Advantages of tissue microarrays
The staining of a few TMA sections in comparison to many more whole sections offers a clear benefit with respect to the use of laboratory reagents and technician time. As several research groups are now using TMAs representing in excess of a thousand tumors, this approach represents a major savings in scientific resources. In addition, there is also the benefit of decreased technical variability during the staining and interpretation process. The close proximity of cores also permits more rapid and consistent biomarker scoring by a surgical pathologist. In our experience, it requires approximately 15 working hours to score a single biomarker on a 4800 core tissue microarray series. Consequently, once construction of the TMA is completed, an entire suite of biomarker studies can be accomplished in a few weeks, as opposed to several months with whole sections.
In the field of molecular epidemiology, TMAs offer some distinct advantages over other high through-put molecular techniques, including DNA microarrays and proteomics. The source material for TMAs is formalin fixed, paraffin-embedded tissues, and this is the most common method of preserving surgical specimens. Many hospitals are required to retain archival tissue blocks for at least 20 years, and thus source material for TMAs is readily available and is often linked to long-term outcome data. In contrast, DNA microarray and proteomics methods generally require fresh-frozen tissue. As a result, studies using these techniques must draw on much more limited supplies of existing frozen samples, or be conducted prospectively with special tissue handling protocols.

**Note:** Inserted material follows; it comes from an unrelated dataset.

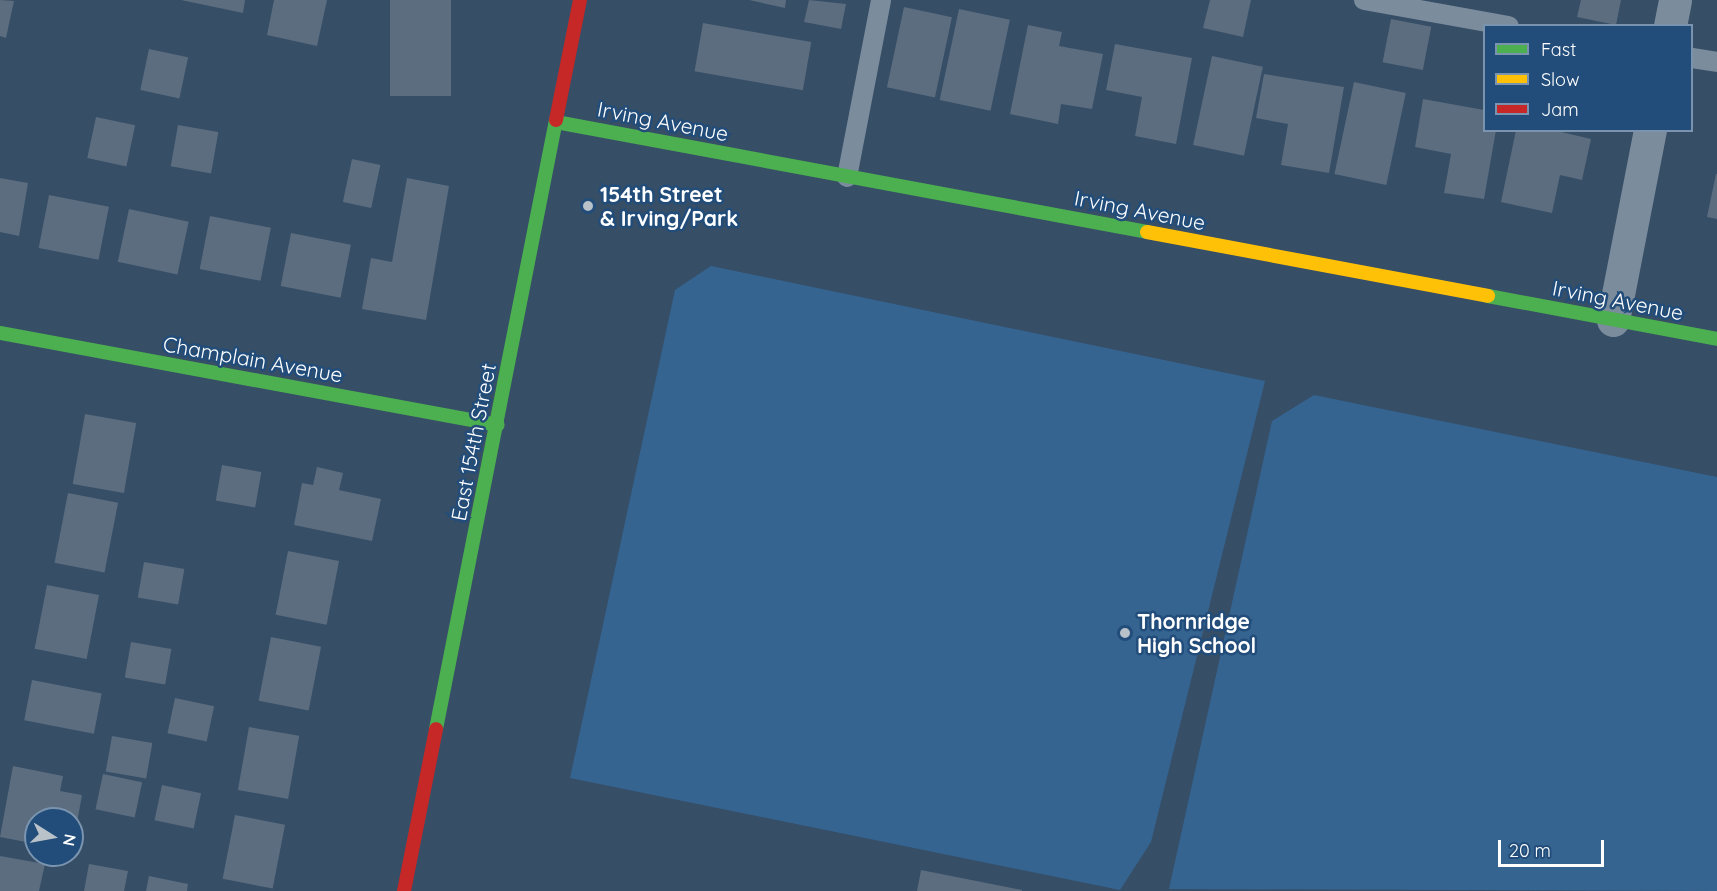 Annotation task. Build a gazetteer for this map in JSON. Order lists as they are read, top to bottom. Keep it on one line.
{"streets":{"street":["Irving Avenue","Champlain Avenue","East 154th Street"]},"crossings":[["Irving Avenue","East 154th Street"],["Champlain Avenue","East 154th Street"]],"places":["154th Street & Irving/Park","Thornridge High School"],"legend":["Fast","Slow","Jam"],"scale_bar":"20 m","north":"right"}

TMAs are used for in-situ molecular techniques, the most common of which is immunohistochemistry. Most other techniques, including DNA microarray, Western Blot, sequencing and PCR require processing and homogenization of tissue. Consequently, experimental data is detached from its morphologic context; and any biomarker measurement will include contributions from stroma, vessels, inflammatory cells, and normal surrounding tissue in addition to tumor cells. For TMAs, the core is selected from a microscope-guided specific area of the source block, ensuring that representative areas of tumor are sampled and areas of normal tissue or necrosis are avoided. Furthermore, TMA interpretation is performed with morphologic correlation – that is, in visualizing a TMA core, the histology is intact and the surgical pathologist is able to ignore non-cancerous elements and assign a biomarker score based specifically on the tumor cells present.

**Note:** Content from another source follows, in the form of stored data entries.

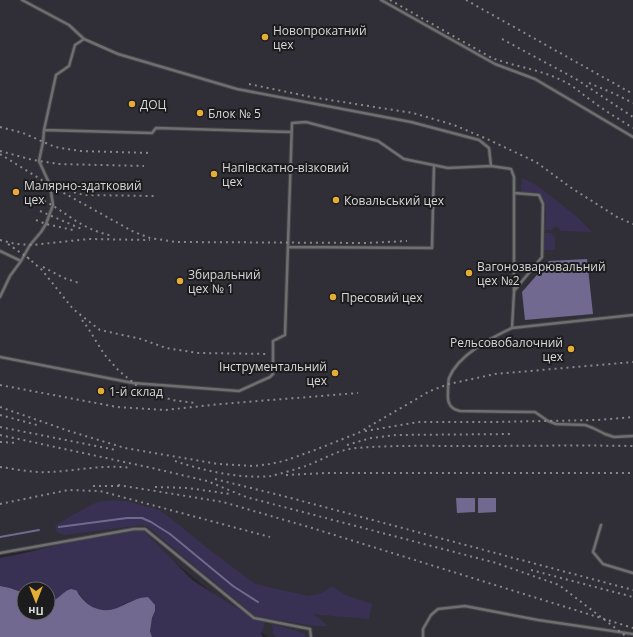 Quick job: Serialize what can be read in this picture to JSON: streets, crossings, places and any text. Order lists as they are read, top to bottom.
{
  "places": [
    "Новопрокатний цех",
    "ДОЦ",
    "Блок № 5",
    "Напівскатно-візковий цех",
    "Малярно-здатковий цех",
    "Ковальський цех",
    "Вагонозварювальний цех №2",
    "Збиральний цех № 1",
    "Пресовий цех",
    "Рельсовобалочний цех",
    "Інструментальний цех",
    "1-й склад"
  ],
  "north": "bottom"
}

Among translational research approaches, TMA technology raises few ethical concerns. The methodology does not require any modified or additional procedures to be performed on patients, core extraction can wait until after a final pathology diagnosis is rendered, and the source blocks are minimally altered and remain useable for whole section analysis in rare cases where there is a clinical need to go back to the blocks at a later date. Following TMA construction, patient identifiers can be reversibly (where clinical outcome updates are anticipated) or irreversibly stripped from the sector map database, to anonymize the series.

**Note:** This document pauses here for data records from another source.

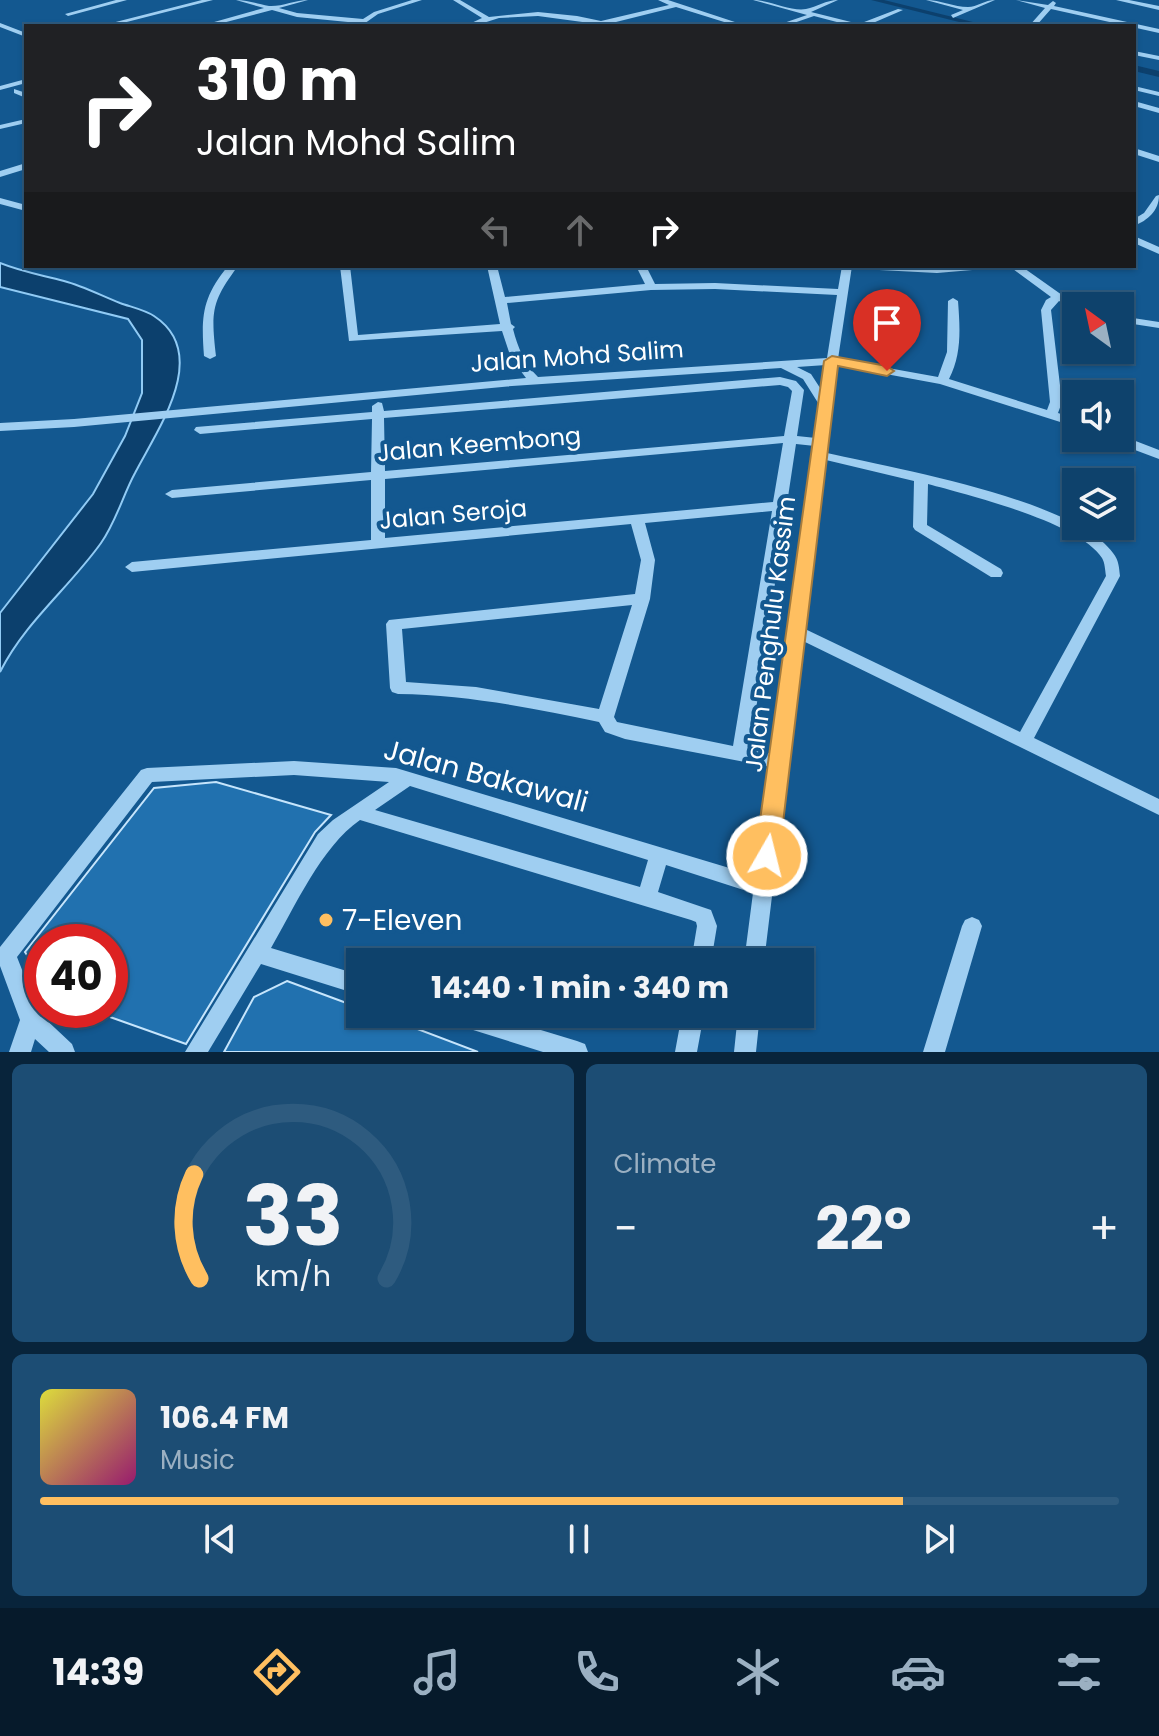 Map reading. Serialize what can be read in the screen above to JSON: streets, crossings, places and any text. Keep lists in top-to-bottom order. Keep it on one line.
{"streets":{"street":["Jalan Mohd Salim","Jalan Keembong","Jalan Seroja","Jalan Penghulu Kassim","Jalan Bakawali"]},"crossings":[["Jalan Mohd Salim","Jalan Penghulu Kassim"],["Jalan Keembong","Jalan Penghulu Kassim"],["Jalan Seroja","Jalan Penghulu Kassim"],["Jalan Penghulu Kassim","Jalan Bakawali"]],"places":["7-Eleven"],"north":"top left","page":{"turn":["310 m","Jalan Mohd Salim"],"limit":"40","trip":"14:40 · 1 min · 340 m","tile":"Climate","heat":["−","22°","+"],"song":["106.4 FM","Music"],"tabs":"14:39","gauge":["33","km/h"]}} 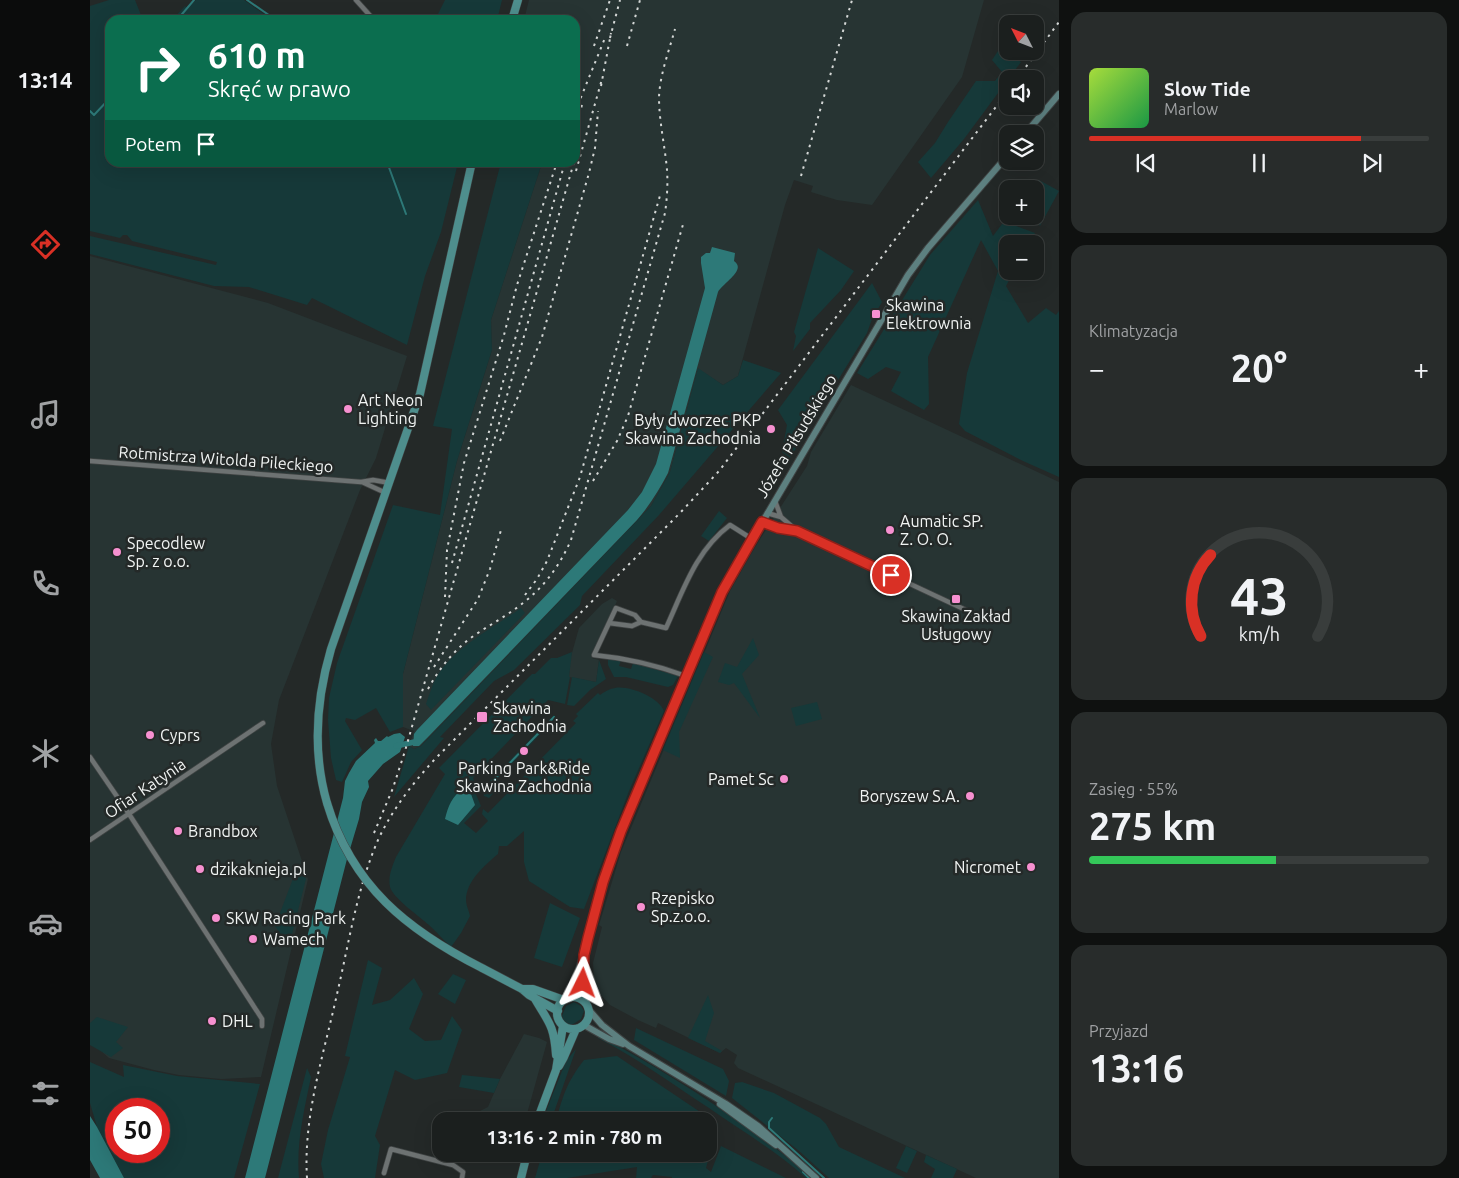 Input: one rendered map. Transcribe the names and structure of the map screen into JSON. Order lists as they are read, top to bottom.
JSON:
{
  "streets": {
    "main road": ["Józefa Piłsudskiego"],
    "street": ["Rotmistrza Witolda Pileckiego", "Ofiar Katynia"]
  },
  "places": {
    "transit": ["Skawina Elektrownia", "Skawina Zakład Usługowy", "Skawina Zachodnia"],
    "other": [
      "Art Neon Lighting",
      "Były dworzec PKP Skawina Zachodnia",
      "Aumatic SP. Z. O. O.",
      "Specodlew Sp. z o.o.",
      "Cyprs",
      "Parking Park&Ride Skawina Zachodnia",
      "Pamet Sc",
      "Boryszew S.A.",
      "Brandbox",
      "Nicromet",
      "dzikaknieja.pl",
      "Rzepisko Sp.z.o.o.",
      "SKW Racing Park",
      "Wamech",
      "DHL"
    ]
  },
  "north": "top left",
  "page": {
    "tabs": "13:14",
    "map_buttons": ["+", "−"],
    "turn": ["610 m", "Skręć w prawo"],
    "song": ["Slow Tide", "Marlow"],
    "then": "Potem",
    "tile": [
      "Klimatyzacja",
      ["Zasięg · 55%", "275 km"],
      ["Przyjazd", "13:16"]
    ],
    "heat": ["−", "20°", "+"],
    "limit": "50",
    "trip": "13:16 · 2 min · 780 m",
    "gauge": ["43", "km/h"]
  }
}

Tissue microarrays in the study of tumor biology
TMAs permit the rapid assessment of individual molecular markers on large patient cohorts. This approach complements molecular screening and discovery studies by confirming results on large numbers of primary tumor cases. TMAs have been so employed, for example, in the initial papers characterizing new breast cancer oncogenes such as EMSY (3) and alpha-basic crystallin(4), and the recently-identified prostate cancer fusion oncogene TMPRSS2:ERG(5).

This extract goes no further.